A very large common room, sunken, with a dirt floor, had greeted them, as had two young girls asking their business. Mabelle had rudely asked for the proprietor, which happened to be a woman that was as big as any man they had ever seen. Maude was her name and after Maude and Mabelle went back and forth about securing a room and what Mabelle expected to pay for such a thing, an agreement was reached and the three women were shown to a very roomy chamber with one large bed and one smaller bed. The beds had been without vermin, the floors and hearth swept, and Mabelle had been quite impressed.

It was back to this same chamber that Mabelle and Agnes went to when they arrived at The Black Goose on their journey home. Maude recognized them and was quite happy to see them, mostly because Mabelle, for all of her faults, was a good tipper and she had tipped the servants well when they had provided food and comfort to her. So it was back into the large room with the two beds, overlooking the muddy garden in the back of the property, that Mabelle and Agnes settled and almost immediately they were presented with a missive that had arrived a day earlier for Agnes.

As baggage was b
rought in and a young girl arrived whose sole purpose was to start the fire and heat the beds with bed warmers, Mabelle and Agnes took the missive over to the window to better read the contents in the light of the setting sun. Mabelle inspected the rolled missive carefully, noting the seal and knowing it was the seal that she herself had given to Elizaveta. It was the seal of the House of l’Arressengale and before leaving France, Mabelle had made sure Elizaveta had everything she needed in order to write her missives. Agnes saw the seal, too, and her eyes widened.
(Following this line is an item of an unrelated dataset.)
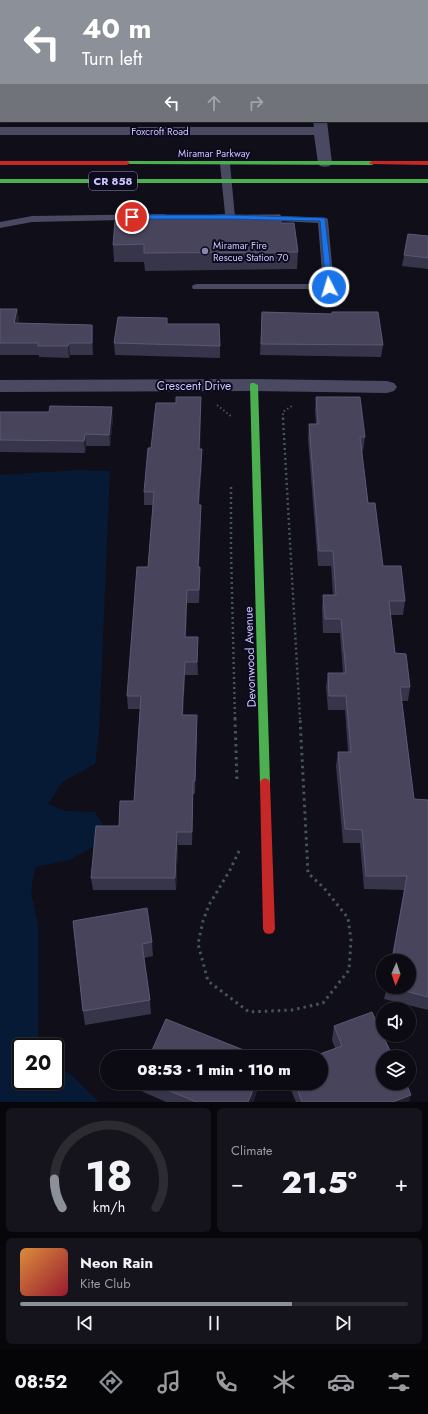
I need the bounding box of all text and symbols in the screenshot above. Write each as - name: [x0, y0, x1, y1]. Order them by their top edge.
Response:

“It is from Elizaveta,” she hissed, both puzzled and surprised. “How did she know to find us here?”

Mabelle turned her back on her daughter as she casually broke the seal. “She is an intelligent girl,” she said quietly. “Mayhap she had our trail followed from Thetford. The de Winters have a great deal of money and many men. I am sure it was a simple thing for her to have us followed.”

Agnes looked at her mother. “But the missive arrived before we came here.”

Now Mabelle was irritated because her daughter was questioning her. “She knew I liked this inn,” she said, annoyed. “I told her I liked this inn. Mayhap she sent the missive here in the hopes that we would stay here on our way home. I do not know why this missive is here, only that it is.”

“But…!”

“Shut your lips whilst I read this,” Mabelle cut her off. “It must be very important if Elizaveta has already sent a missive so soon after her marriage. She must have great news.”

There was apprehension in the air at the event of the unexpected missive but Agnes shut her mouth and backed away from her mother, leaning against the wall as Mabelle carefully unrolled the vellum and began to read.

“I hope Elizaveta is well,” Agnes muttered nervously, glancing over at the girl who was stirring up the peat in the hearth. “I did not even speak to her after her marriage. I do not know what she feels for her husband. I hope she is not afraid of him.”